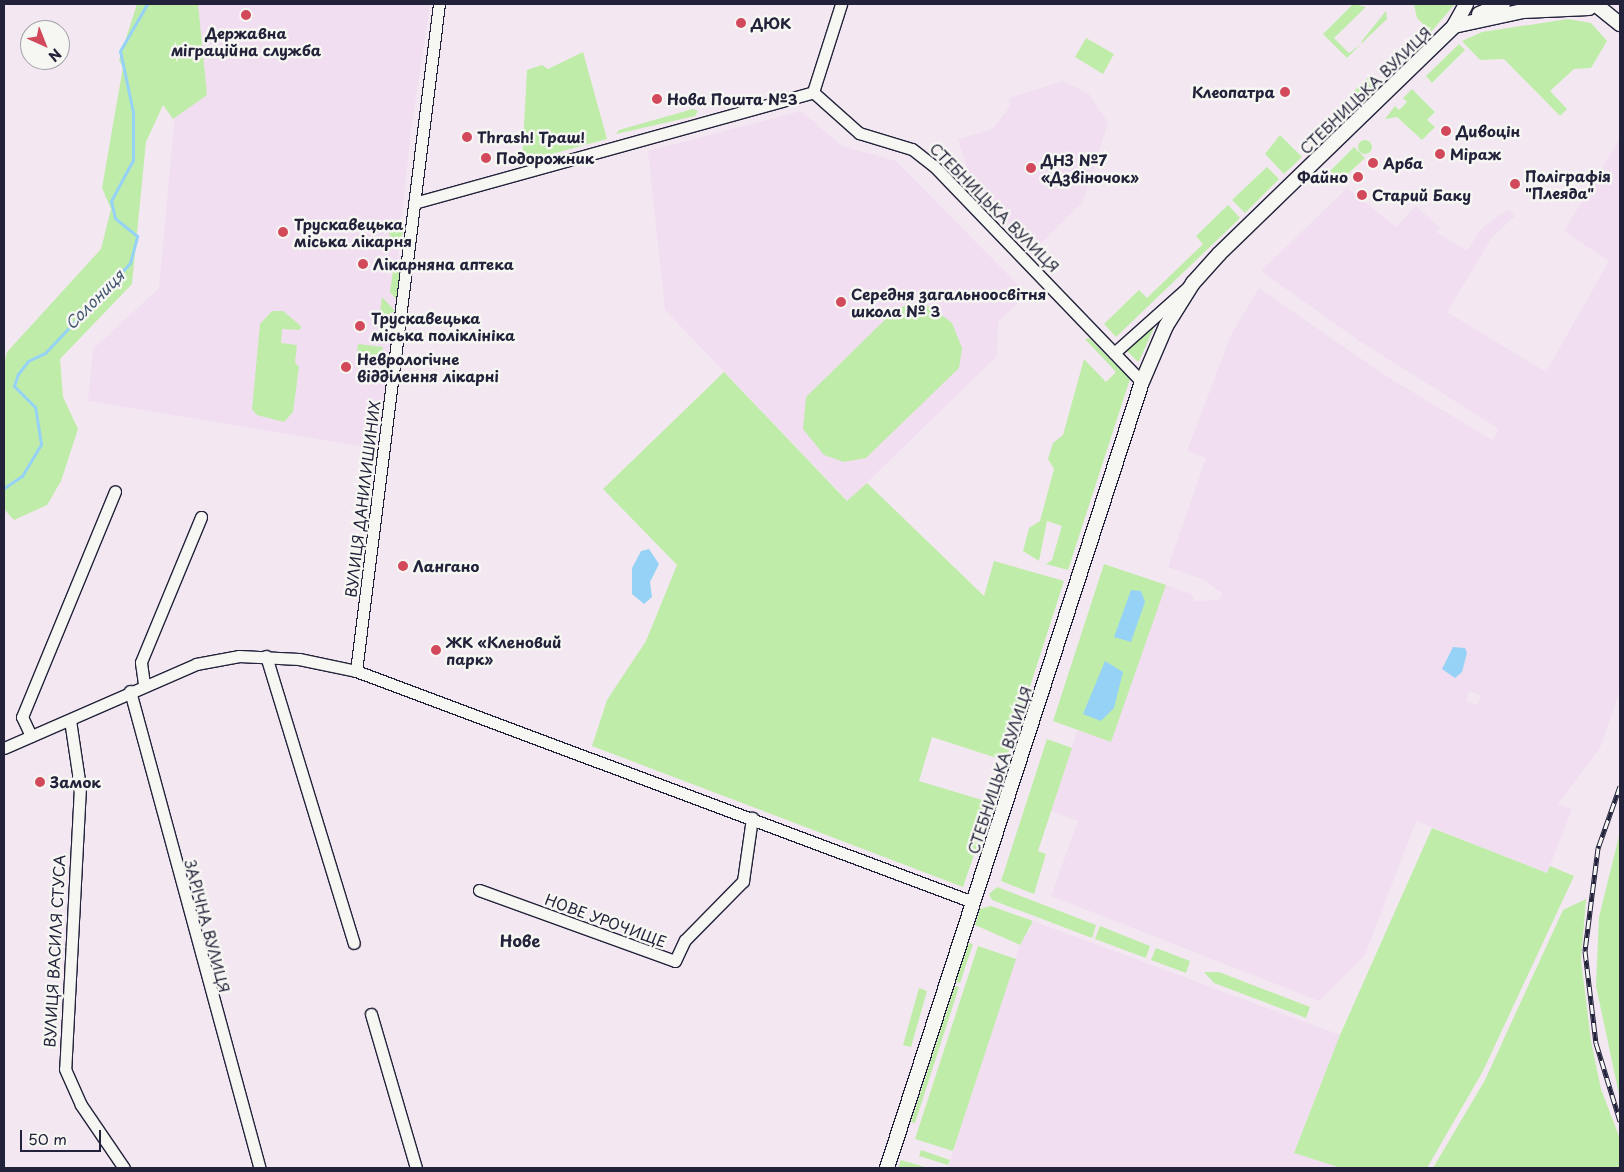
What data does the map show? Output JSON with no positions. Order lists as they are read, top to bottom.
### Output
{
  "streets": {
    "street": [
      "СТЕБНИЦЬКА ВУЛИЦЯ",
      "ВУЛИЦЯ ДАНИЛИШИНИХ",
      "НОВЕ УРОЧИЩЕ",
      "ЗАРІЧНА ВУЛИЦЯ",
      "ВУЛИЦЯ ВАСИЛЯ СТУСА"
    ]
  },
  "districts": ["Нове"],
  "water": ["Солониця"],
  "places": [
    "Державна міграційна служба",
    "ДЮК",
    "Клеопатра",
    "Нова Пошта №3",
    "Дивоцін",
    "Thrash! Траш!",
    "Міраж",
    "Подорожник",
    "Арба",
    "ДНЗ №7 «Дзвіночок»",
    "Файно",
    "Поліграфія \"Плеяда\"",
    "Старий Баку",
    "Трускавецька міська лікарня",
    "Лікарняна аптека",
    "Середня загальноосвітня школа № 3",
    "Трускавецька міська поліклініка",
    "Неврологічне відділення лікарні",
    "Лангано",
    "ЖК «Кленовий парк»",
    "Замок"
  ],
  "scale_bar": "50 m",
  "north": "bottom right"
}
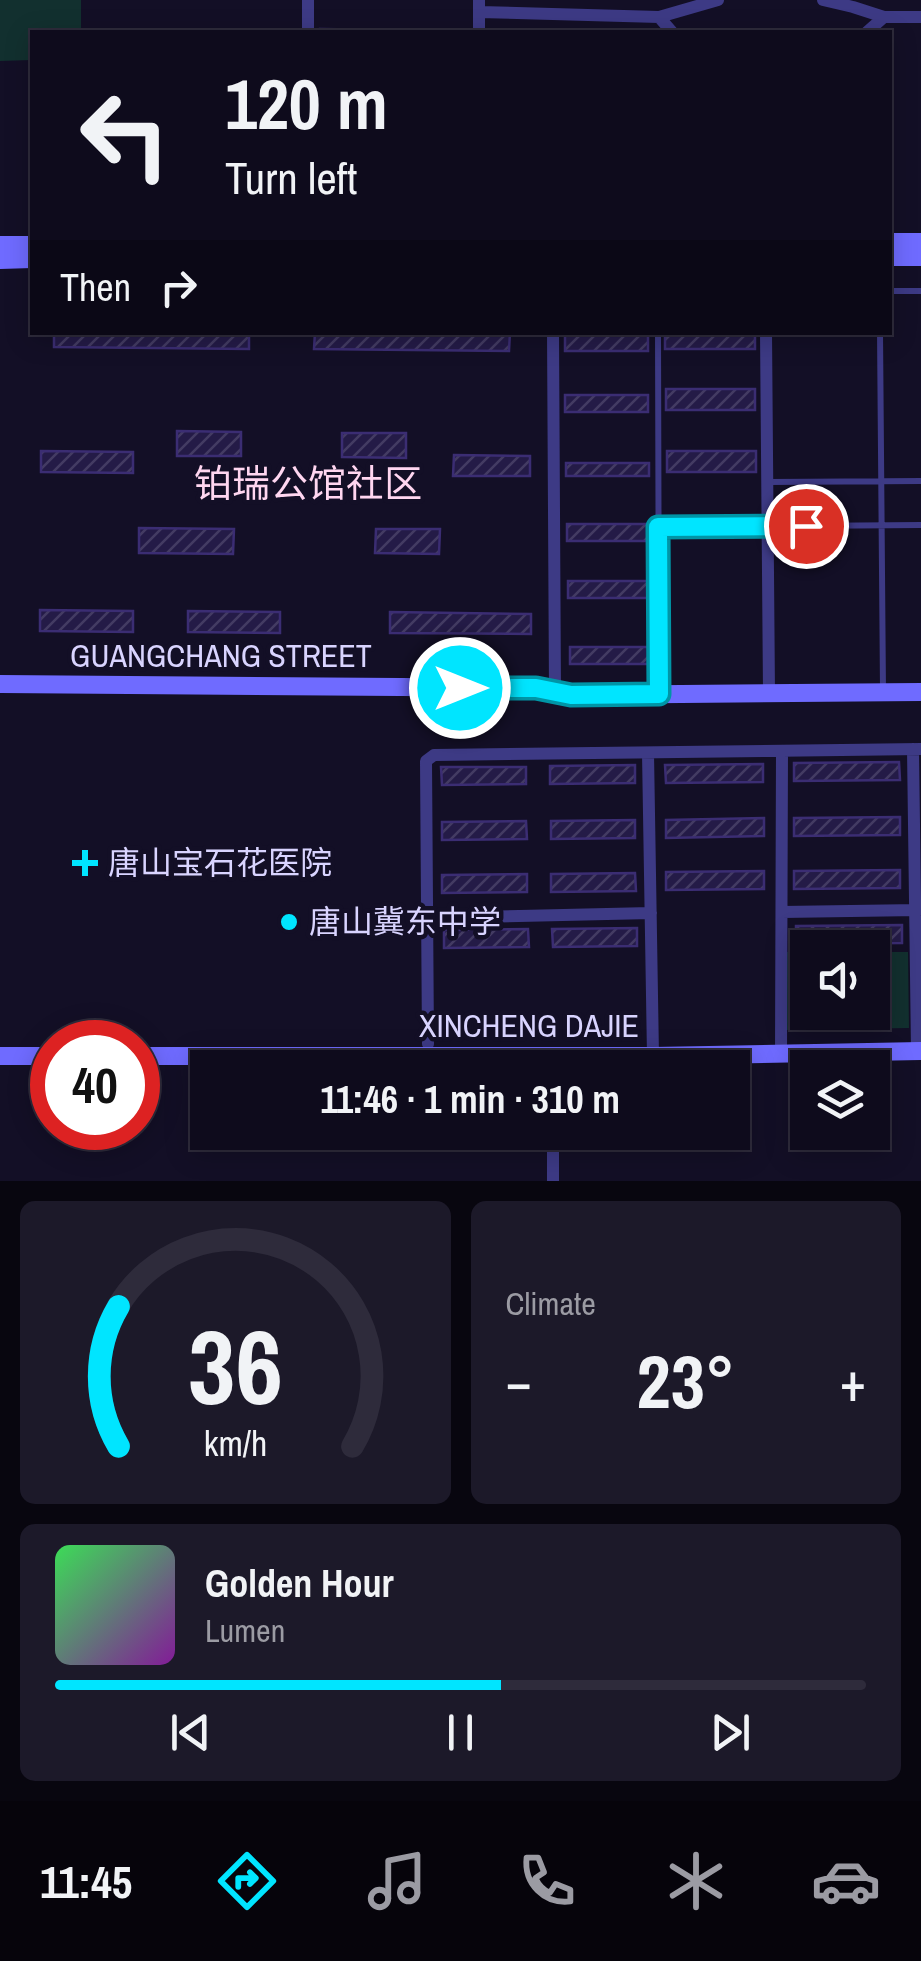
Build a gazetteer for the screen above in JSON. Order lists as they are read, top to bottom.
{
  "streets": {
    "main road": ["GUANGCHANG STREET", "XINCHENG DAJIE"]
  },
  "districts": ["铂瑞公馆社区"],
  "places": {
    "health": ["唐山宝石花医院"],
    "other": ["唐山冀东中学"]
  },
  "page": {
    "turn": ["120 m", "Turn left"],
    "then": "Then",
    "limit": "40",
    "trip": "11:46 · 1 min · 310 m",
    "tile": "Climate",
    "heat": ["−", "23°", "+"],
    "song": ["Golden Hour", "Lumen"],
    "tabs": "11:45",
    "gauge": ["36", "km/h"]
  }
}
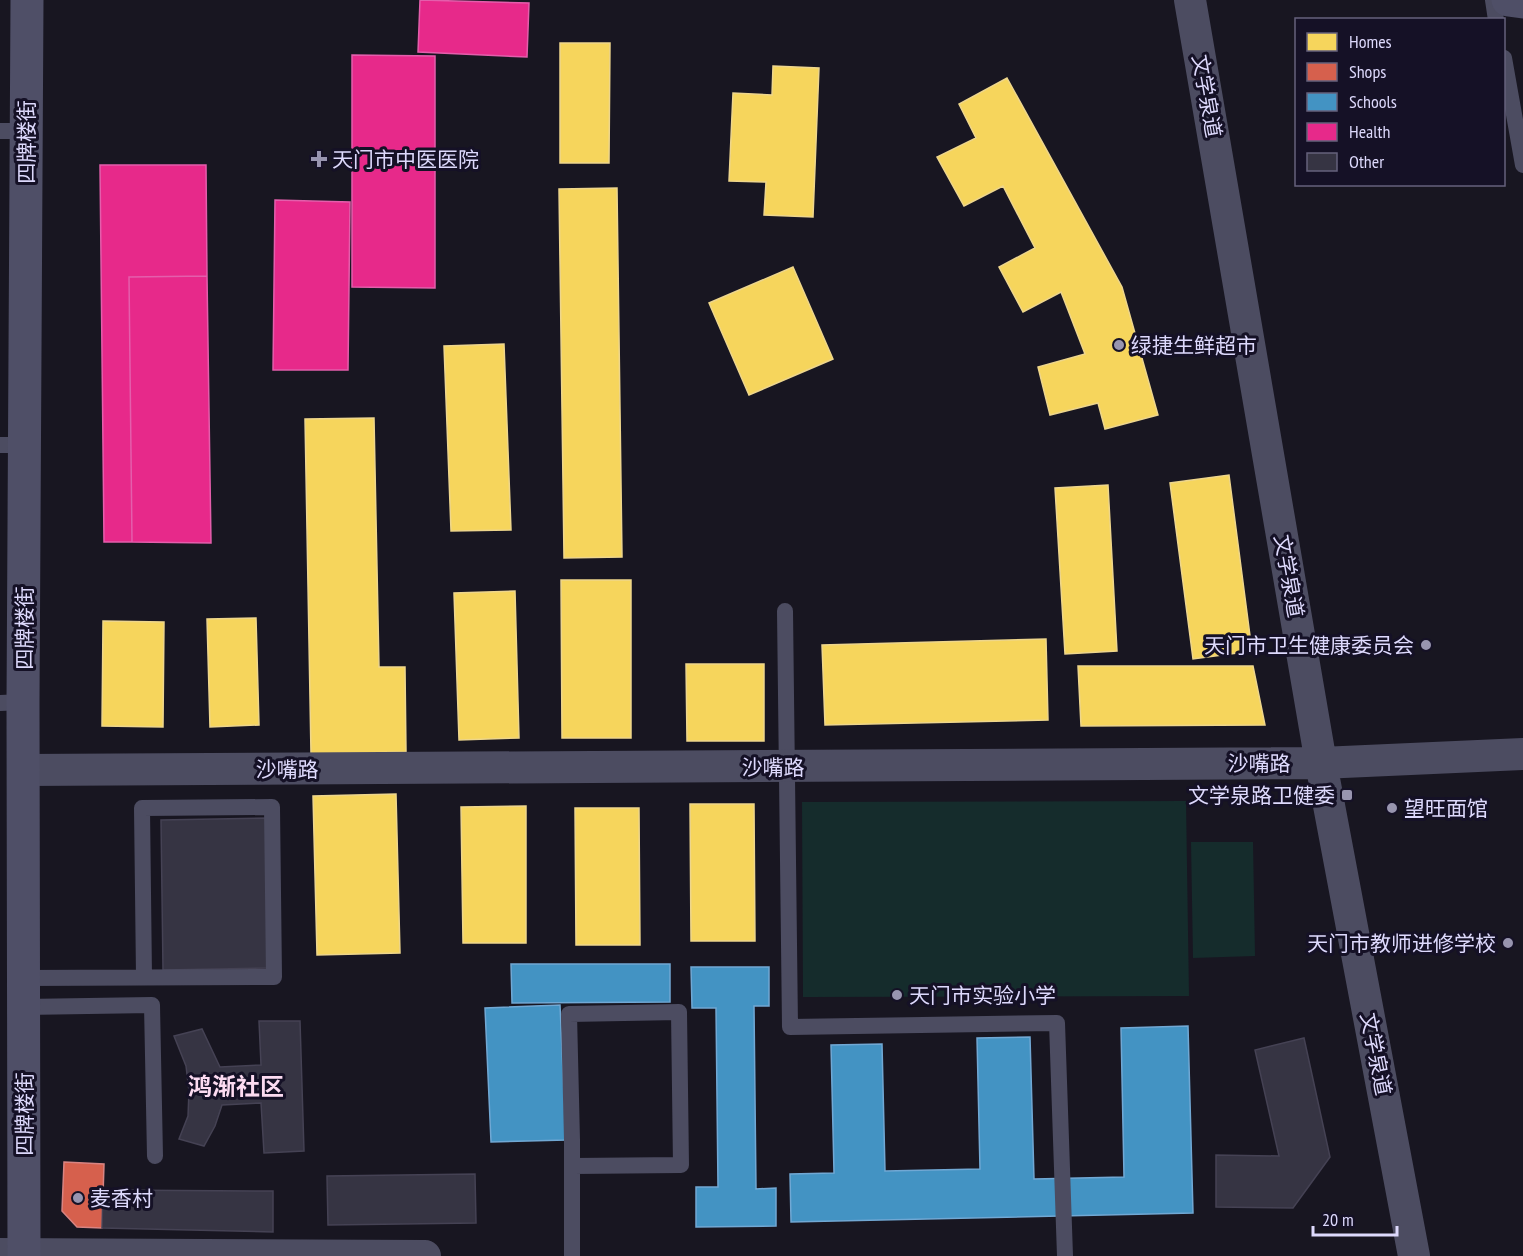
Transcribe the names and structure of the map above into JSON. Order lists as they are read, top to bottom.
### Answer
{
  "streets": {
    "street": ["文学泉道", "四牌楼街", "沙嘴路"]
  },
  "crossings": [
    ["文学泉道", "沙嘴路"],
    ["四牌楼街", "沙嘴路"]
  ],
  "districts": ["鸿渐社区"],
  "places": {
    "health": ["天门市中医医院"],
    "other": [
      "绿捷生鲜超市",
      "天门市卫生健康委员会",
      "望旺面馆",
      "天门市教师进修学校",
      "天门市实验小学",
      "麦香村"
    ],
    "transit": ["文学泉路卫健委"]
  },
  "legend": [
    "Homes",
    "Shops",
    "Schools",
    "Health",
    "Other"
  ],
  "scale_bar": "20 m"
}
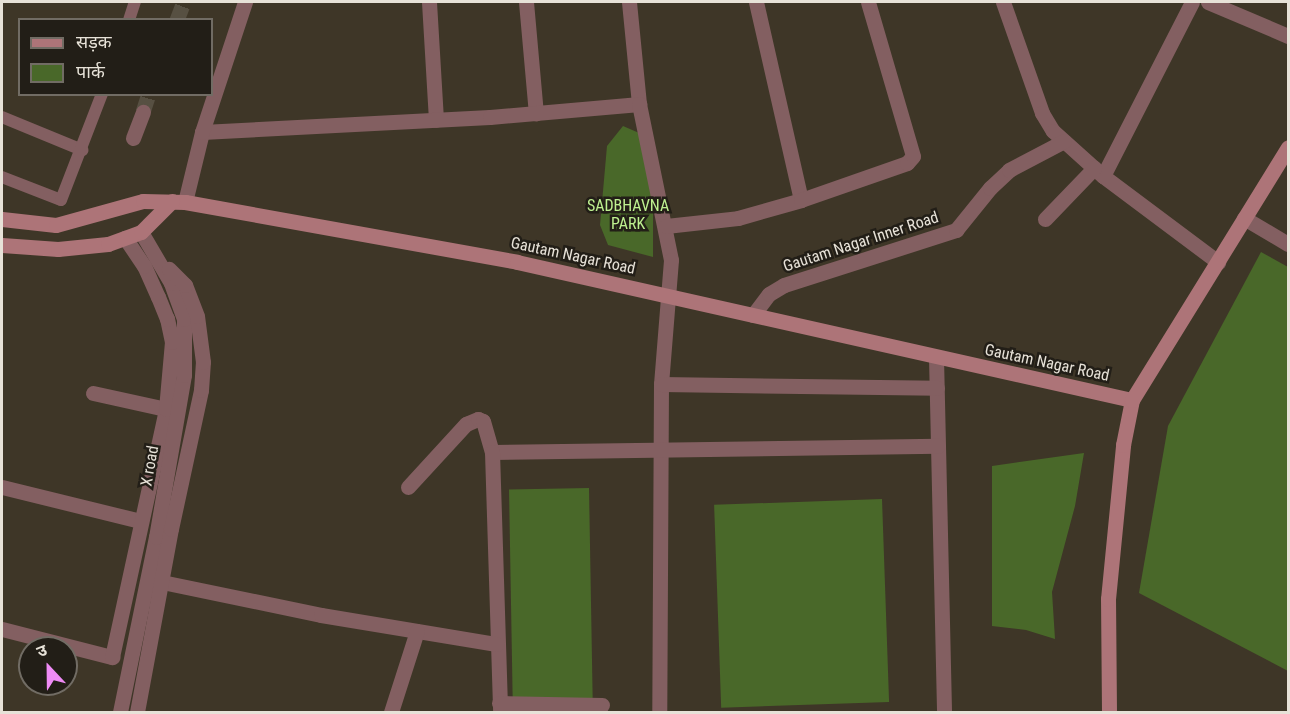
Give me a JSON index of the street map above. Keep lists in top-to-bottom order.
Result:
{
  "streets": {
    "street": ["Gautam Nagar Inner Road", "Gautam Nagar Road", "X road"]
  },
  "crossings": [
    ["Gautam Nagar Inner Road", "Gautam Nagar Road"]
  ],
  "parks": ["SADBHAVNA PARK"],
  "legend": ["सड़क", "पार्क"],
  "north": "top"
}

....

[PROBLEM DESCRIPTION]: Reprint the entries above exactly, images removed.

[TASK RESULT]:
What data does the map show? Output JSON with no positions. Order lists as they are read, top to bottom.
### Output
{
  "streets": {
    "street": [
      "СТЕБНИЦЬКА ВУЛИЦЯ",
      "ВУЛИЦЯ ДАНИЛИШИНИХ",
      "НОВЕ УРОЧИЩЕ",
      "ЗАРІЧНА ВУЛИЦЯ",
      "ВУЛИЦЯ ВАСИЛЯ СТУСА"
    ]
  },
  "districts": ["Нове"],
  "water": ["Солониця"],
  "places": [
    "Державна міграційна служба",
    "ДЮК",
    "Клеопатра",
    "Нова Пошта №3",
    "Дивоцін",
    "Thrash! Траш!",
    "Міраж",
    "Подорожник",
    "Арба",
    "ДНЗ №7 «Дзвіночок»",
    "Файно",
    "Поліграфія \"Плеяда\"",
    "Старий Баку",
    "Трускавецька міська лікарня",
    "Лікарняна аптека",
    "Середня загальноосвітня школа № 3",
    "Трускавецька міська поліклініка",
    "Неврологічне відділення лікарні",
    "Лангано",
    "ЖК «Кленовий парк»",
    "Замок"
  ],
  "scale_bar": "50 m",
  "north": "bottom right"
}
Build a gazetteer for the screen above in JSON. Order lists as they are read, top to bottom.
{
  "streets": {
    "main road": ["GUANGCHANG STREET", "XINCHENG DAJIE"]
  },
  "districts": ["铂瑞公馆社区"],
  "places": {
    "health": ["唐山宝石花医院"],
    "other": ["唐山冀东中学"]
  },
  "page": {
    "turn": ["120 m", "Turn left"],
    "then": "Then",
    "limit": "40",
    "trip": "11:46 · 1 min · 310 m",
    "tile": "Climate",
    "heat": ["−", "23°", "+"],
    "song": ["Golden Hour", "Lumen"],
    "tabs": "11:45",
    "gauge": ["36", "km/h"]
  }
}
Transcribe the names and structure of the map above into JSON. Order lists as they are read, top to bottom.
### Answer
{
  "streets": {
    "street": ["文学泉道", "四牌楼街", "沙嘴路"]
  },
  "crossings": [
    ["文学泉道", "沙嘴路"],
    ["四牌楼街", "沙嘴路"]
  ],
  "districts": ["鸿渐社区"],
  "places": {
    "health": ["天门市中医医院"],
    "other": [
      "绿捷生鲜超市",
      "天门市卫生健康委员会",
      "望旺面馆",
      "天门市教师进修学校",
      "天门市实验小学",
      "麦香村"
    ],
    "transit": ["文学泉路卫健委"]
  },
  "legend": [
    "Homes",
    "Shops",
    "Schools",
    "Health",
    "Other"
  ],
  "scale_bar": "20 m"
}
Give me a JSON index of the street map above. Keep lists in top-to-bottom order.
Result:
{
  "streets": {
    "street": ["Gautam Nagar Inner Road", "Gautam Nagar Road", "X road"]
  },
  "crossings": [
    ["Gautam Nagar Inner Road", "Gautam Nagar Road"]
  ],
  "parks": ["SADBHAVNA PARK"],
  "legend": ["सड़क", "पार्क"],
  "north": "top"
}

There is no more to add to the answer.